Beyond being just for calls and SMSes, cellphone technology has evolved at a fast pace over the years.
Understanding the physics of cellphone technology can go a long way towards initiating even more developments.
For many people, trying to get their heads around this technology, often starts with comparisons with landlines.
Landlines carry calls along electrical cables. Mobile phones receive and send calls sans wire connections, while electromagnetic radio waves are used.
Cellphones also work differently to walkie talkies because there is no interference with signal. Radio signals are sent to local masts. The base station then picks faint signals up and routes them towards their destination.
The cells enables the system to handle numerous calls at once. Cities are divided into smaller areas, which are known as cells.
The first phones used analog technology. This is based on vibrations being an analogy of your voice. Digital tech is used nowadays. The sounds of your voice are turned into a portion of numbers (digits), then beam them through the air. This enables the transmission of computerised data.
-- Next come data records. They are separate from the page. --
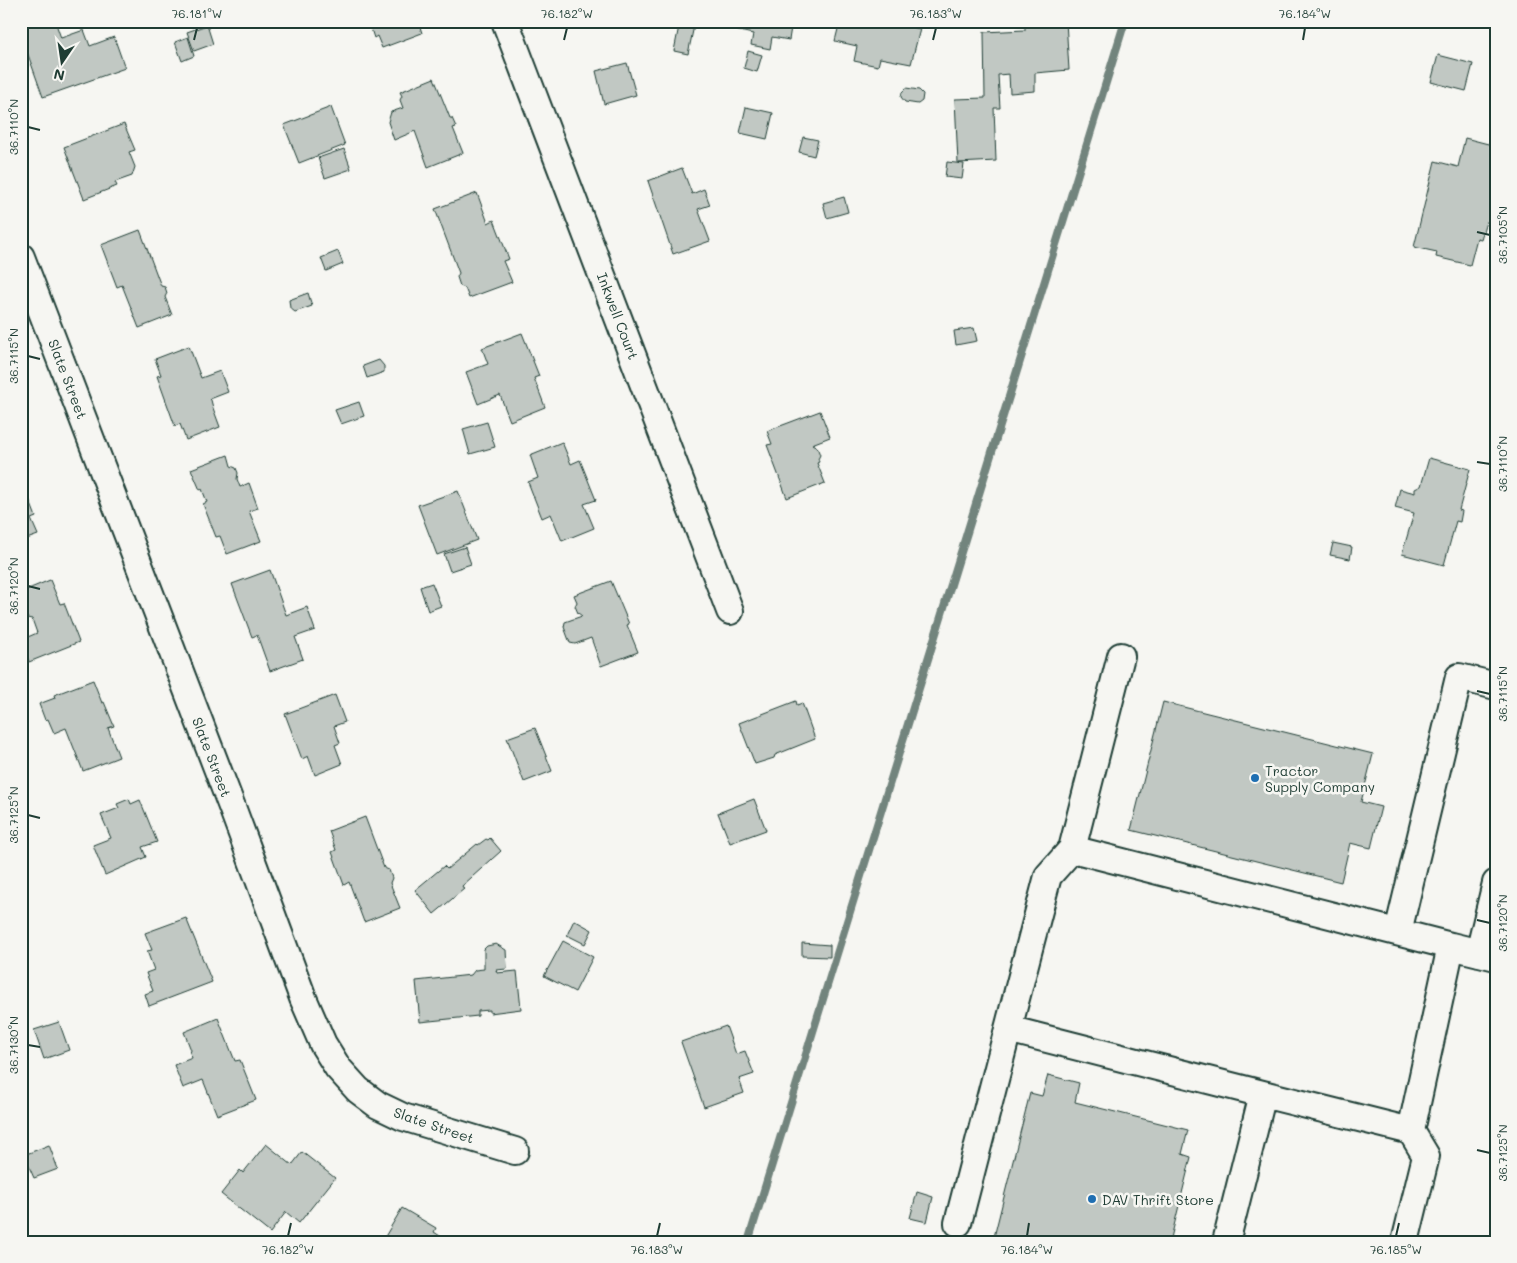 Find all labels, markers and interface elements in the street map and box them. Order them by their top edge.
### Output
text: 76.181°W [172,5,222,21]
text: 76.182°W [541,5,593,21]
text: 76.183°W [910,5,962,21]
text: 76.184°W [1279,5,1331,21]
north arrow [38,38,88,88]
text: N [52,65,66,86]
text: 36.7110°N [5,99,21,155]
text: 36.7105°N [1494,206,1510,264]
street label: Inkwell Court [593,270,643,362]
text: 36.7115°N [5,328,21,384]
street label: Slate Street [44,336,92,422]
text: 36.7110°N [1494,436,1510,492]
text: 36.7120°N [5,557,21,615]
text: 36.7115°N [1494,666,1510,722]
street label: Slate Street [188,714,236,800]
place label: Tractor Supply Company [1265,761,1375,796]
marker: Tractor Supply Company [1249,772,1261,784]
text: 36.7125°N [5,786,21,844]
text: 36.7120°N [1494,894,1510,952]
text: 36.7130°N [5,1016,21,1074]
street label: Slate Street [391,1102,477,1148]
text: 36.7125°N [1494,1124,1510,1182]
place label: DAV Thrift Store [1102,1190,1214,1209]
marker: DAV Thrift Store [1086,1193,1098,1205]
text: 76.182°W [262,1241,314,1257]
text: 76.183°W [631,1241,683,1257]
text: 76.184°W [1001,1241,1053,1257]
text: 76.185°W [1370,1241,1422,1257] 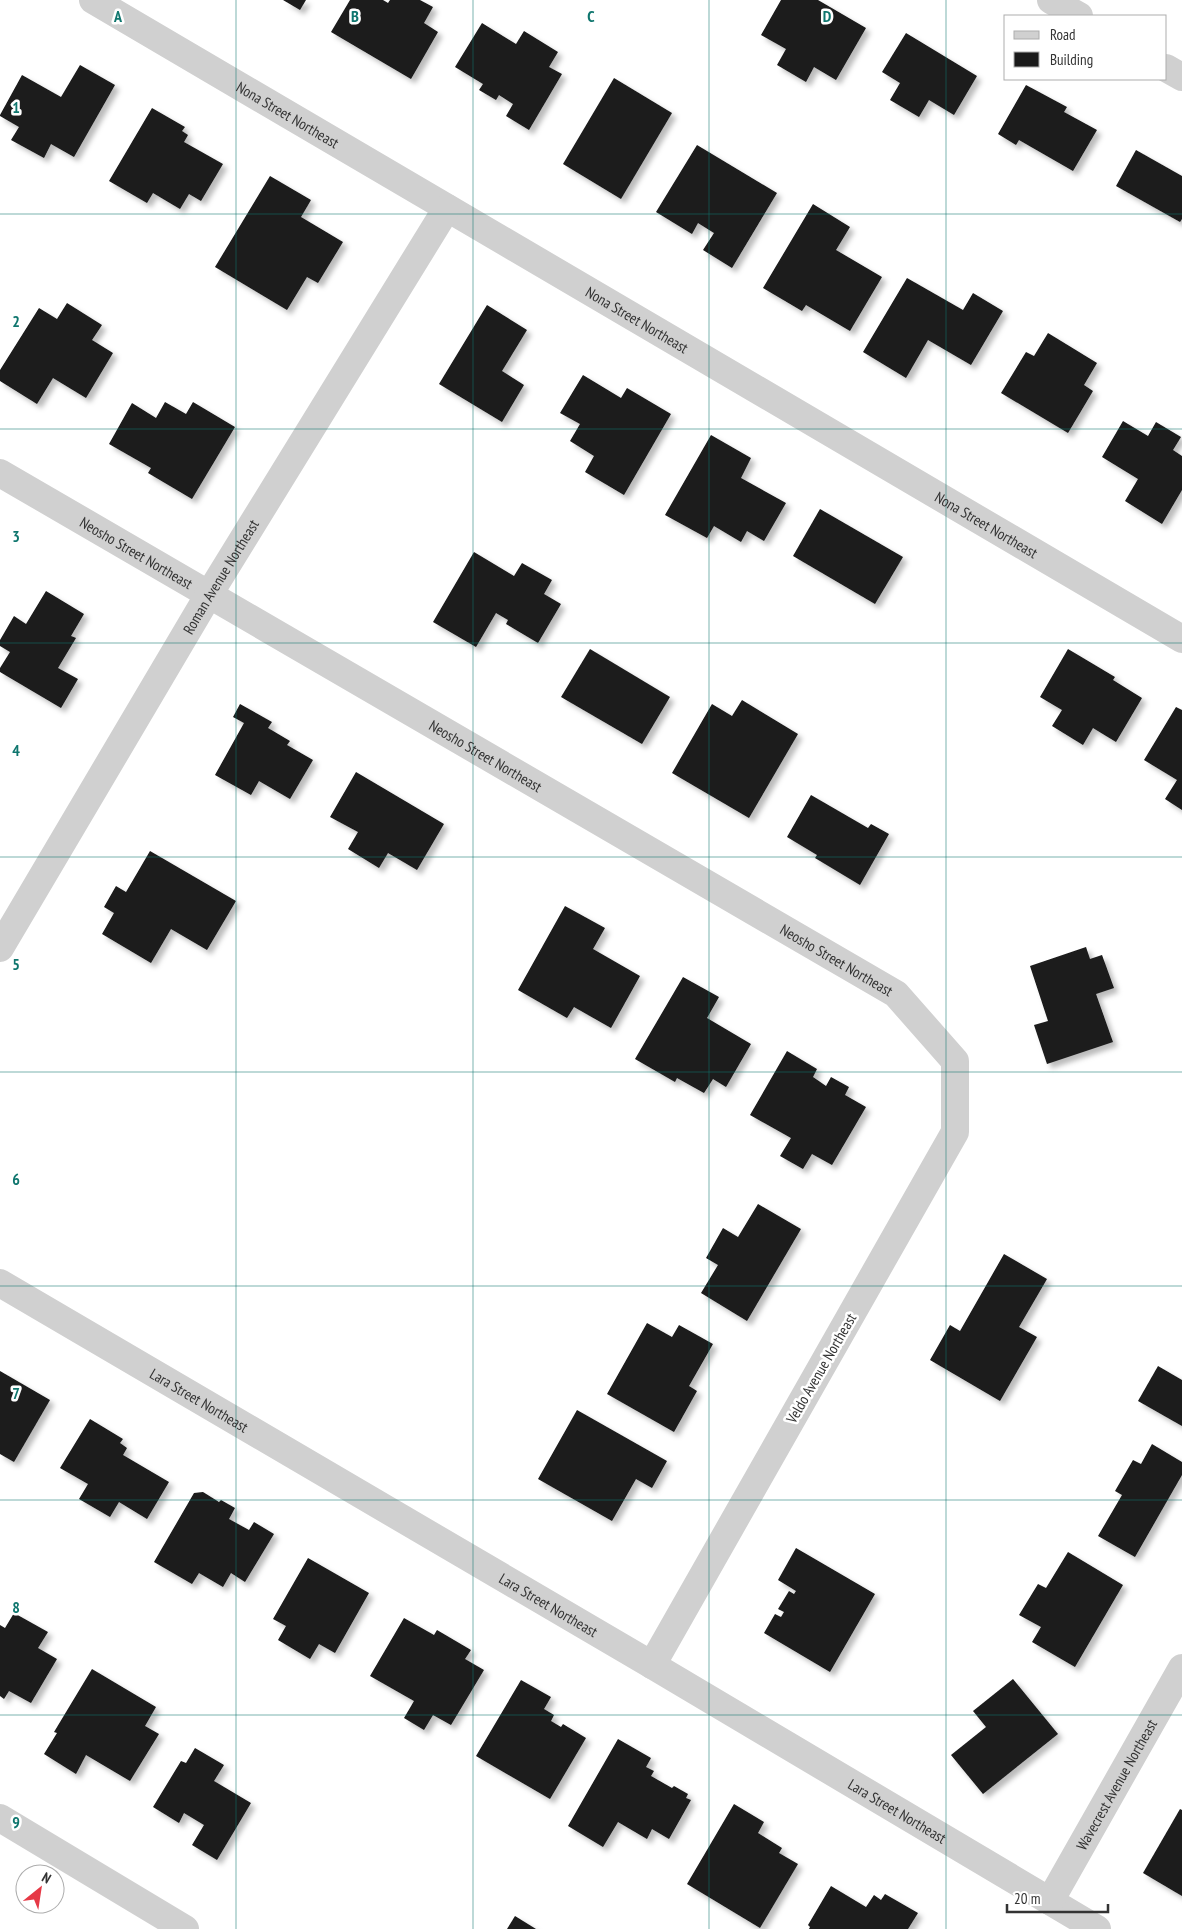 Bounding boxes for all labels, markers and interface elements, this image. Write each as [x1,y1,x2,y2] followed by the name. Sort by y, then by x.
[113,6,123,26] text: A
[351,6,359,26] text: B
[587,6,595,26] text: C
[823,6,832,26] text: D
[1004,15,1167,80] legend
[1050,25,1076,44] text: Road
[1050,50,1093,69] text: Building
[233,77,343,152] street label: Nona Street Northeast
[12,97,20,117] text: 1
[582,282,692,357] street label: Nona Street Northeast
[12,311,20,331] text: 2
[932,487,1041,562] street label: Nona Street Northeast
[77,512,196,593] street label: Neosho Street Northeast
[178,516,262,637] street label: Roman Avenue Northeast
[12,526,20,546] text: 3
[426,715,546,796] street label: Neosho Street Northeast
[12,740,20,760] text: 4
[777,919,897,1000] street label: Neosho Street Northeast
[12,954,20,974] text: 5
[12,1169,20,1189] text: 6
[781,1310,860,1427] street label: Veldo Avenue Northeast
[147,1364,252,1436] street label: Lara Street Northeast
[12,1383,20,1403] text: 7
[496,1568,601,1641] street label: Lara Street Northeast
[12,1597,20,1617] text: 8
[1071,1716,1161,1853] street label: Wavecrest Avenue Northeast
[845,1774,950,1847] street label: Lara Street Northeast
[12,1812,20,1832] text: 9
[15,1864,65,1914] north arrow
[39,1868,54,1887] text: N
[1007,1882,1108,1914] scale bar
[1014,1889,1040,1908] text: 20 m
One of the major benefits that have come from this development is safer calls. By having encrypted calls, this means that they cannot be intercepted.
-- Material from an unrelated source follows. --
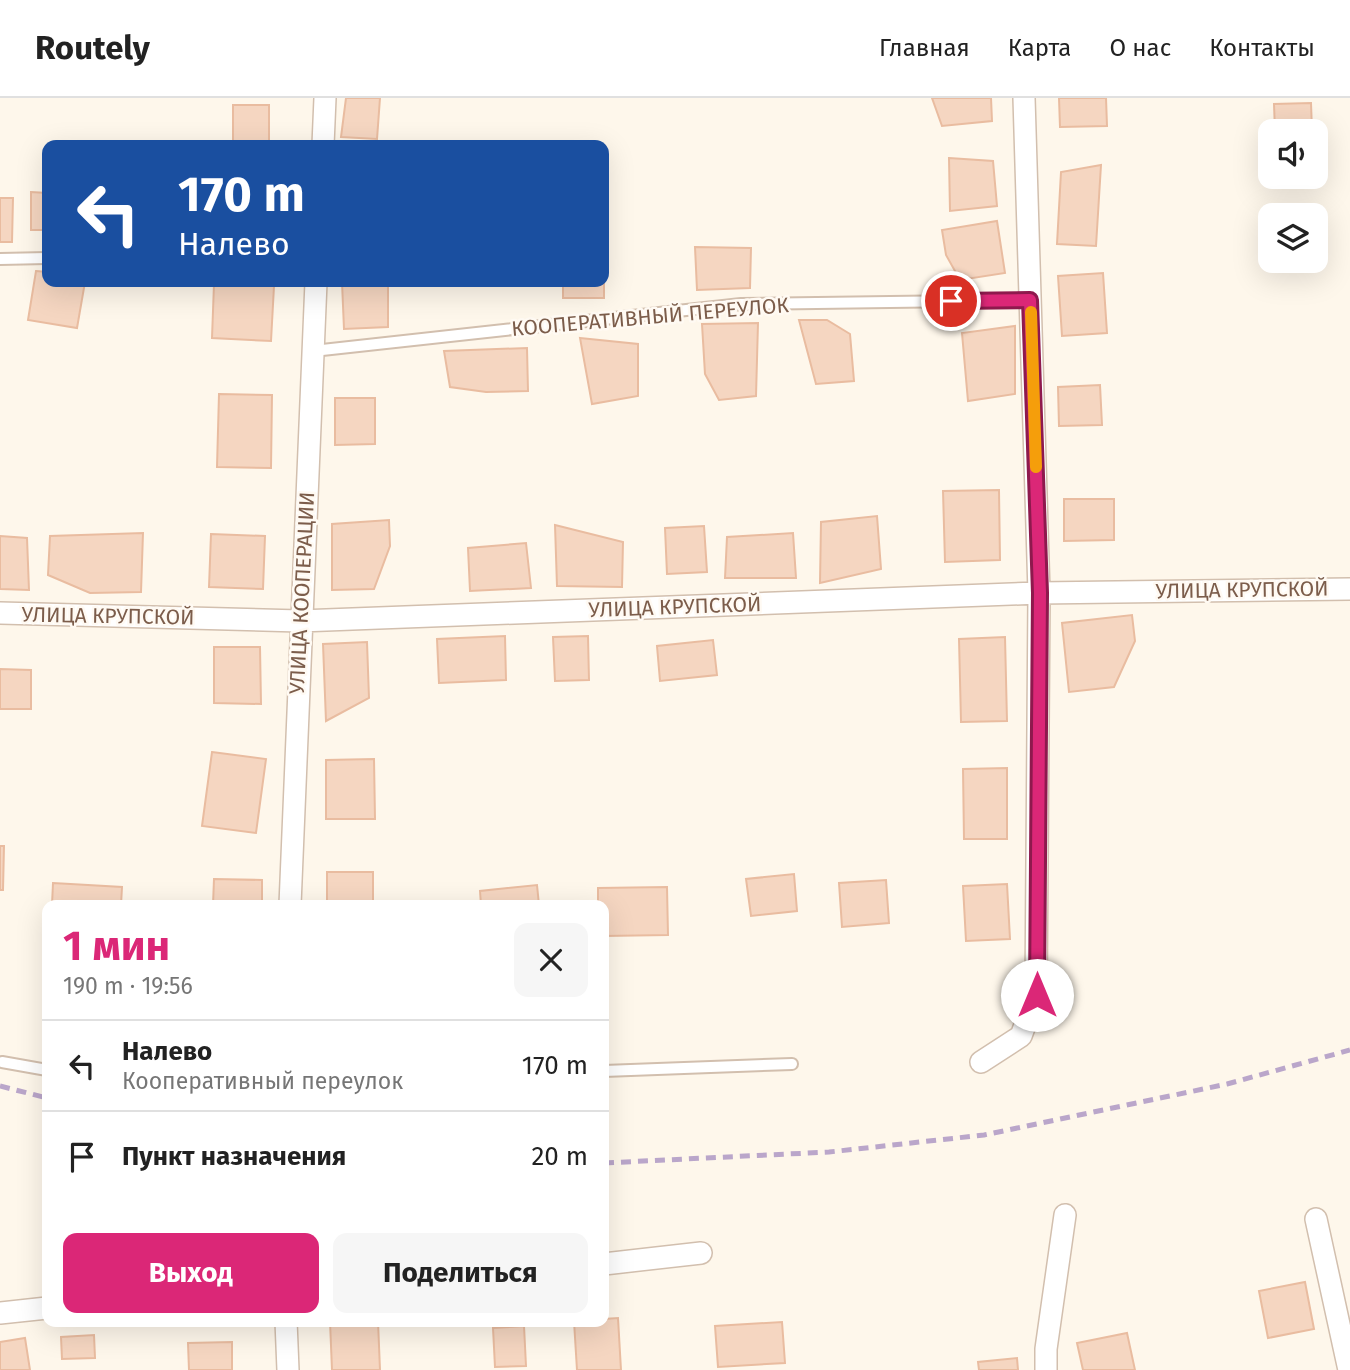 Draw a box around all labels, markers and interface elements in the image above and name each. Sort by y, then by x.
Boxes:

A look into the physics of cellphone technology cannot avoid the potential dangers of using this technology. A study found that heavy users of cellphones (30 minutes a day) were at greater risk of brain tumours.
In 2011 the World Health Organisation (WHO) published view that electronic magnetic fields produced by cellphones are “possibly carginogenic to humans”.
With continuous advances made in technology developments, the physics continue to change and improve with each device.